В первом приближении понимание государства у славянофилов можно уподобить августиновскому – его назначение исключительно негативно, оно призвано сохранять гражданский мир, удовлетворять потребности в форме, к которой неспособно общество.

Однако содержательный центр всей социальной реальности – народ. Собственно, для того, чтобы он мог существовать и развивать заложенные в него потенции, и необходимо государство как внешняя, формальная скрепа, позволяющая избавиться народу от постоянной заботы о делах, которыми отныне ведает государство.

Данная двухчленная схема была предложена К.С. Аксаковым, и он же первым фактически углубил ее, в статье «Опыт синонимов» (1856) разграничив понятия «публика» и «народ», понимая под «публикой» «фальшивый народ», «ряженых», некую промежуточную сферу, возникшую в результате петровского переворота – оторвавшихся от народа и существующих только за счет государства, только его ненародностью, и в то же время не являющихся собственно государством. Публичный взгляд отождествляет ее с народом – и государство взаимодействует именно с ней (не важно – в согласии или в противостоянии), принимая ее за народ. Слабость схемы, предложенной К.С. Аксаковым, была очевидна – народ в ней оказывался безмолвствующим, «великим немым», который непонятен и, что куда болезненнее, и не может быть понят, поскольку голос принадлежит «публике»: остается только разгадывать, что же скрывается за молчанием народа – и это порождает восприятие всего, исходящего равно от государства и от «публики», как «ложного», ненародного – и, следовательно, в сущности пустого. Последствия такого взгляда с очевидностью проявились в незаконченной статье К.С. Аксакова «О русской литературе», опубликованной посмертно в № 2 «Дня» 1861 (газеты, издаваемой братом покойного, И.С. Аксаковым), и вызвавшей резкий отклик Ф.М. Достоевского, писавшего в V-й из «Ряда статей о русской литературе», что тем самым взгляд славянофилов становится неотличимо похож на созданный ими шаржированный образ «западника», ведь фактически отрицаемой, объявляемой пустой и ненужной, оказывается вся русская культура последних полутора столетий, вся история со времен Петра оказывалась ошибкой – или, если и неизбежным историческим этапом, то неспособным породить нечто действительно народное.
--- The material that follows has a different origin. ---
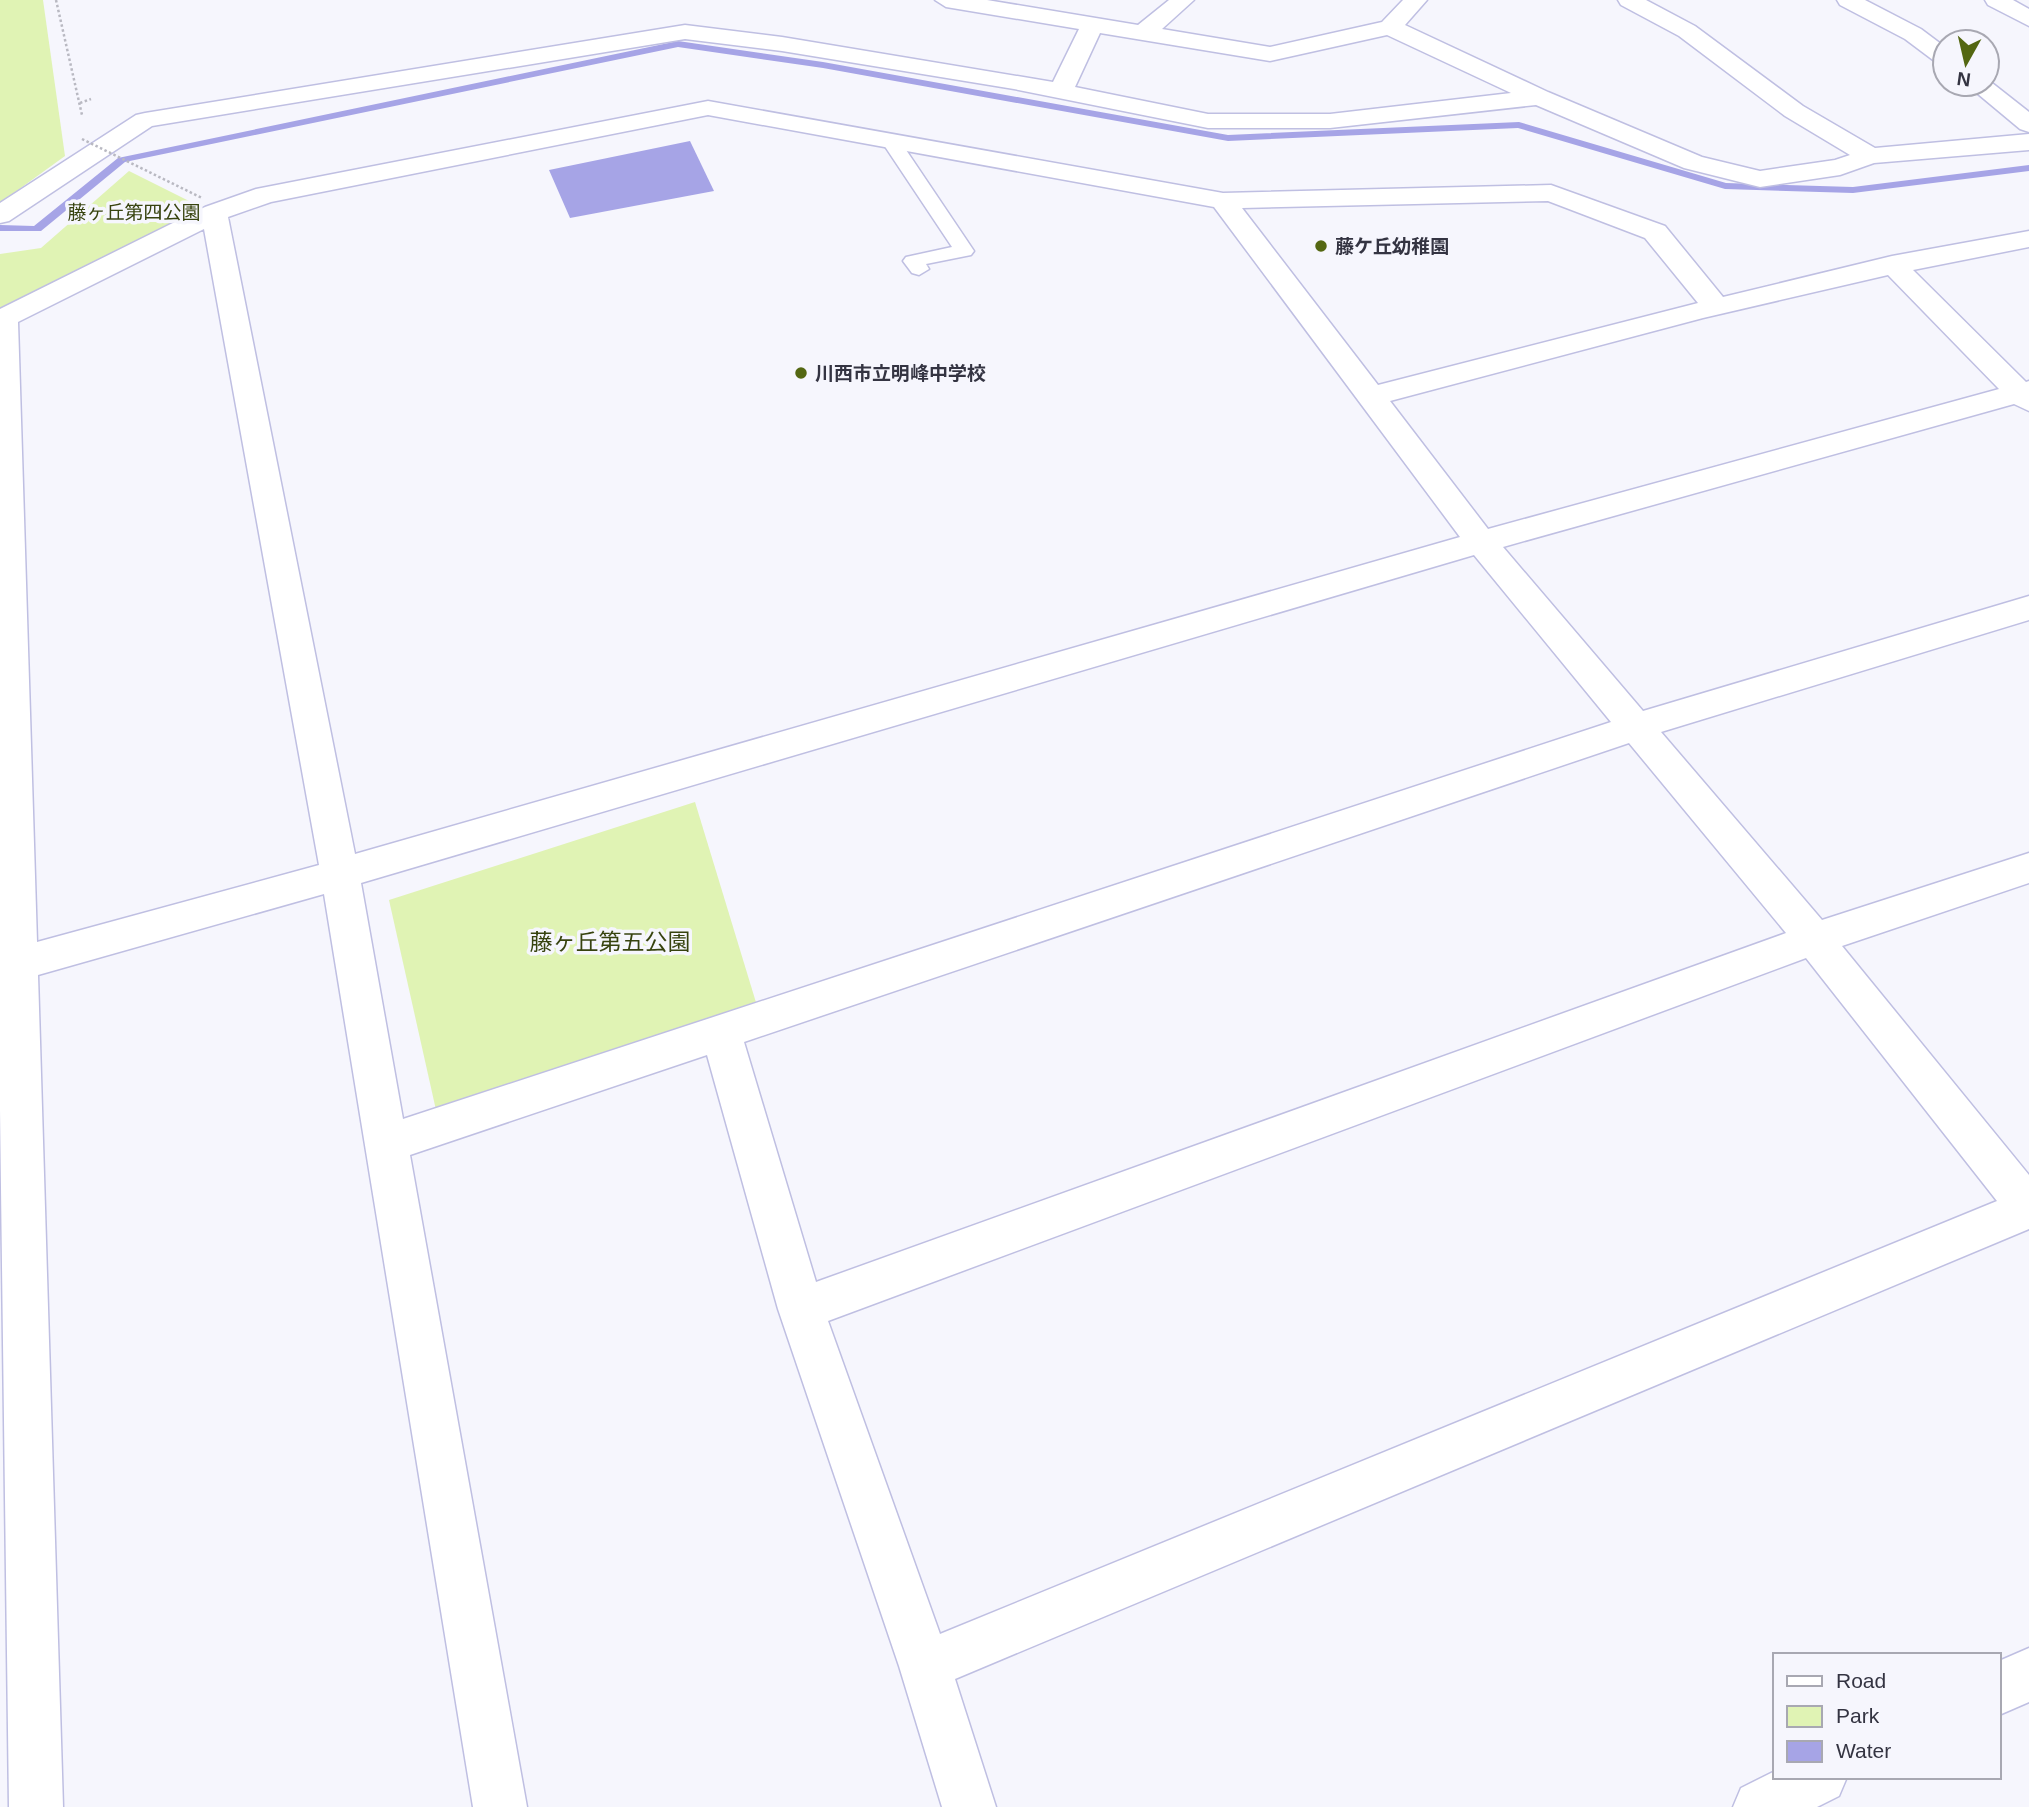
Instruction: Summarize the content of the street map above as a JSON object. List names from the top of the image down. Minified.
{"parks":["藤ヶ丘第四公園","藤ヶ丘第五公園"],"places":["藤ケ丘幼稚園","川西市立明峰中学校"],"legend":["Road","Park","Water"],"north":"bottom"}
Ф.М. Достоевский полемически остро называл эту позицию другой формой нигилизма – где во имя необнаруживаемого, едва ли не принципиально нефиксируемого объекта отвергается все наличное: и в такой перспективе уже не особенно важно, отвергается ли существующее ради прошлого или будущего – куда более существенным выступает всеобщий характер отрицания, оставляющий в настоящем, наличном лишь пустоту, nihil. Эта полемика имела содержание, существенно выходящее за пределы спора о литературе, поскольку Достоевский точно и болезненно для славянофилов фиксировал коренное затруднение их позиции – отсутствие субъекта, который мог бы быть активным носителем и выразителем того, что для славянофилов выступало под именем «народности».

Отмеченное концептуальное затруднение фиксировалось и самим славянофилами – и в начале 60-х годов И.С. Аксаков2 формулирует концепцию, призванную данное затруднение снять. Он предлагает трехчленную формулу: «государство – общество – народ», в котором «общество» понимается как «орган осмысления народного бытия», тот субъект, который обладает самосознанием и способен перевести «народность», органически данную в «народе», на язык сознания – в обществе народ осознает самого себя, обретает сознание и сознательность. Продуктивность этой концепции, помимо прочего, и в том, что она позволяет ответить на существенный упрек «почвенников», не говоря уже о представителях «западнической» ориентации: реформы Петра и последующая эпоха также получают свой положительный смысл – они теперь осмысляются как время формирования «общества», время подготовки общественного самосознания – отсутствием которого и объясняется и гипертрофия государства в «петровский период», и неспособность допетровского государства разрешить проблемы, перед ним стоявшие: теперь последняя ситуация интерпретируется как следствие бессознательности народа, не сумевшего найти «органическое» решение и вынудившее государство, ради спасения себя и народа, пойти на реформы3. Тем самым меняется и перспектива – обществу надлежит конституироваться, стать тем, чем оно должно быть – «органом самосознания», обрести полноценную субъектность, дабы государство могло перестать быть абсолютным и одновременно разрушительным. Разрушительность современного государства вытекает, по мысли Аксакова, из того, что оно вынуждено быть «всем», брать на себя функции отсутствующего общества – но оно способно действовать только формально, схватывает только внешнюю сторону отношений и не способно к творчеству, согласному с требованиями народа. Вместо того, чтобы что-то требовать от государства – напр., расширения самоуправления, надлежит в первую очередь заботиться о развитии общественности – в противном случае государство неизбежно будет захватывать все новые и новые сферы социальной жизни, поскольку к тому его подталкивают существующие нужды – ведь для того, чтобы самоуправление стало реальным, недостаточно государственной воли, как нехватило ее, чтобы создать дворянское самоуправление.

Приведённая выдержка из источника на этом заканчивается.